A 48 horas de la final del Mundial contra Alemania, cuando no pareció oportuno desenfocar la vigilia albiceleste, el representante de Sabella, Eugenio López, confirmó los pasos que vendrían: "Tengo la certeza de que Alejandro no va a seguir en la selección. Él toda su vida soñó con esto, lo buscó y trabajó en esto. Pero ya dio a la Argentina lo que tenía que dar. Es momento de darle lugar a otro, pase lo que pase no sigue", enfatizó. "Los ciclos se cumplen, son momentos; en Estudiantes ganó e igualmente se fue", completó López.
Aquella verdad se trató de un error estratégico del representante de Sabella, que se fastidió al enterarse de lo ocurrido. No era su estilo agitar las aguas. Cuando se lo consultó, en la antesala de la final, honró la magnitud del desafío que estaba por delante. Hablar de él lo entendía como una irrespetuosidad. Entonces, si ganaba, ¿se iba campeón del mundo? Sí.
Sabella se había cansado. Ejercer esa función con pasión y profesionalismo agota. ¿Por qué? Intromisiones, intereses, idas y venidas, demasiada exposición... Todos daños colaterales. Un goteo que corroe tanto hasta volverse insostenible.
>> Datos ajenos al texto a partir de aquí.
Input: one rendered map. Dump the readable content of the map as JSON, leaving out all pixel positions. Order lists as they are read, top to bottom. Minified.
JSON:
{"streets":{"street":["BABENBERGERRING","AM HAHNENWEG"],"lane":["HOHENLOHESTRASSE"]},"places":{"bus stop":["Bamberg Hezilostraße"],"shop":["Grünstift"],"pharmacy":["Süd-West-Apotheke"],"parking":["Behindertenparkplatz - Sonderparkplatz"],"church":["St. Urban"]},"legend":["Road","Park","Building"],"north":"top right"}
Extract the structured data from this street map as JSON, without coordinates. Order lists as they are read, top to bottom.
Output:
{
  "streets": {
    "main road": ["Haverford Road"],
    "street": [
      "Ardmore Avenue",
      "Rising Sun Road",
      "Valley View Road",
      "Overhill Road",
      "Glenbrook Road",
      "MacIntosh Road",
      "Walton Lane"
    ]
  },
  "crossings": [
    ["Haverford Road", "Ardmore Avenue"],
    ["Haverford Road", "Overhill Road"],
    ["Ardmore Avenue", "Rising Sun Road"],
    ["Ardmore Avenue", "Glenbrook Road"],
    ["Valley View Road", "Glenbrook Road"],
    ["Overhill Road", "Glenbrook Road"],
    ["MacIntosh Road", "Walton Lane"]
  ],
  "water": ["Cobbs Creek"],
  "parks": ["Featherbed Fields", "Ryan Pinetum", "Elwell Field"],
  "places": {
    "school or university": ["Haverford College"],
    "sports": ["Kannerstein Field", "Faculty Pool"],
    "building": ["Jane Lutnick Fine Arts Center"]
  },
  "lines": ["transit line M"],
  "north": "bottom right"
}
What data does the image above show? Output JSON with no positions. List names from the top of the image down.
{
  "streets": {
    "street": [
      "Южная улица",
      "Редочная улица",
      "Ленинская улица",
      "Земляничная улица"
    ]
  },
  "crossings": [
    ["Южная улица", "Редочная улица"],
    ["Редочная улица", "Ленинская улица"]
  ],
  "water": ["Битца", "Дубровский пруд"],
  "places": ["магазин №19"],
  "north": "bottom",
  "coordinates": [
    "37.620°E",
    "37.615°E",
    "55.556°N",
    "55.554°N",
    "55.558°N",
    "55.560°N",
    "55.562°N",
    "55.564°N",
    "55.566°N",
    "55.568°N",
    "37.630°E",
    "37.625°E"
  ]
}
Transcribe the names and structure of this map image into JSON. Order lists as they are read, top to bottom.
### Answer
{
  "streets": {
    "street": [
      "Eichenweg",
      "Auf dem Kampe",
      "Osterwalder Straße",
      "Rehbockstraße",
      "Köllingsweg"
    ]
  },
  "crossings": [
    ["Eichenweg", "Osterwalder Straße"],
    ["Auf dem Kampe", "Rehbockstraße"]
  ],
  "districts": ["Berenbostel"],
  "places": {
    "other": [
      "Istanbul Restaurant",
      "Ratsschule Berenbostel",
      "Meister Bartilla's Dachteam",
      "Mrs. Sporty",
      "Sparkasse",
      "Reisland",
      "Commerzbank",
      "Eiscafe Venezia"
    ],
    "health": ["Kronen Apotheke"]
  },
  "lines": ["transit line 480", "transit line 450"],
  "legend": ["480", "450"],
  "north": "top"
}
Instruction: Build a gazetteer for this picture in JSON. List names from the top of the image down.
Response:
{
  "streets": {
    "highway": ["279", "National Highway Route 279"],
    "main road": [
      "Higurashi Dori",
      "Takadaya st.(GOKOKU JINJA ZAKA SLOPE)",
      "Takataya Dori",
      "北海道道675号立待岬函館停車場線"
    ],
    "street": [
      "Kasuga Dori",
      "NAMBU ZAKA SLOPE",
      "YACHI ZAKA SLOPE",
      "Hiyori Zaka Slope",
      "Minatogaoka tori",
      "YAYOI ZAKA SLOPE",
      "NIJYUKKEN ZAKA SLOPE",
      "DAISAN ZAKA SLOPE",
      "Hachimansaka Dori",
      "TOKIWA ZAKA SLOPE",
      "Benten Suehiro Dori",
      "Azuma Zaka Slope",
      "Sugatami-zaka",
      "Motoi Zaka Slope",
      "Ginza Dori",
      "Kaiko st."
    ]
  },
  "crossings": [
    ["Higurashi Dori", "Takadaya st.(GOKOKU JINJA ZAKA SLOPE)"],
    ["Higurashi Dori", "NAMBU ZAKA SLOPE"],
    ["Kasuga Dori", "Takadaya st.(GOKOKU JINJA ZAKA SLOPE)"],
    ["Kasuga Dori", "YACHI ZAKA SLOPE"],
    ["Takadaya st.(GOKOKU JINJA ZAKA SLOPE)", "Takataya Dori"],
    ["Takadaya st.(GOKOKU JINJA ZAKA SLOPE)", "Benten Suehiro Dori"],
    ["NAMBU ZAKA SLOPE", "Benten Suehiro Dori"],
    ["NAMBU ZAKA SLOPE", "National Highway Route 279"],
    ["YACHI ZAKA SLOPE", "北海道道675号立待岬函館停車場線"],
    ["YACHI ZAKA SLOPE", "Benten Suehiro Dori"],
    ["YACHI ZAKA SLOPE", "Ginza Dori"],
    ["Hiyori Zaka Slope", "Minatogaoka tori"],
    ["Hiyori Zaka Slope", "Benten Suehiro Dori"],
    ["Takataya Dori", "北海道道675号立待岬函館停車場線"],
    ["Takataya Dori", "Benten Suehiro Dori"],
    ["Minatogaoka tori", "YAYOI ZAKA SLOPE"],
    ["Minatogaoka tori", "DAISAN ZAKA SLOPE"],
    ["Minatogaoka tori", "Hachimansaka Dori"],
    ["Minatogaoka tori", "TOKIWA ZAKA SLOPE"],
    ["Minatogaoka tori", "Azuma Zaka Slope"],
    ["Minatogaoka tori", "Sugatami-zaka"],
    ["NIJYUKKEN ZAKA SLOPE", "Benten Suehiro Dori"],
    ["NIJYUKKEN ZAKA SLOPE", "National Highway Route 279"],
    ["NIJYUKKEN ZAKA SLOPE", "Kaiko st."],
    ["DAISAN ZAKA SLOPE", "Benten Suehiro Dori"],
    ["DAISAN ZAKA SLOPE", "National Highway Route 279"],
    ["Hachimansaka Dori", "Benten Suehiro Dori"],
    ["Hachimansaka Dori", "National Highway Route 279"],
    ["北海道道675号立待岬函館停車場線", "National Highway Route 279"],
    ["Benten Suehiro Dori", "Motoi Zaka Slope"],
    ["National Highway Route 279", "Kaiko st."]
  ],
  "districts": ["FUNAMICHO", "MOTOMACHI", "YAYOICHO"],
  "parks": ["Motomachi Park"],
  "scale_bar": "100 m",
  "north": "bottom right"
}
Julio Grondona intentó convencerlo, claro, pero no hubo marcha atrás. El 30 de julio de 2014, algunas semanas después de la final en el Maracaná, los medios estaban citados por la tarde en el predio de la AFA. Además de oficializar su adiós, Grondona iba a homenajear a Sabella, pero esa mañana murió el viejo dirigente. ‘Del reconocimiento a un funeral. Pachorra’ se marchó en silencio. Su salida trajo el recuerdo de las partidas de Marcelo Bielsa y de José Pekerman, y luego, los pasos que también seguiría Gerardo Martino. Llevar el cargo de entrenador del seleccionado con prudencia y capacidad parece sofocante para gente íntegra. Antes o después, la despedida se convierte en un acto necesario. Sabella sintió que su obra ya se había hecho. Y como tantas otras veces, tenía razón.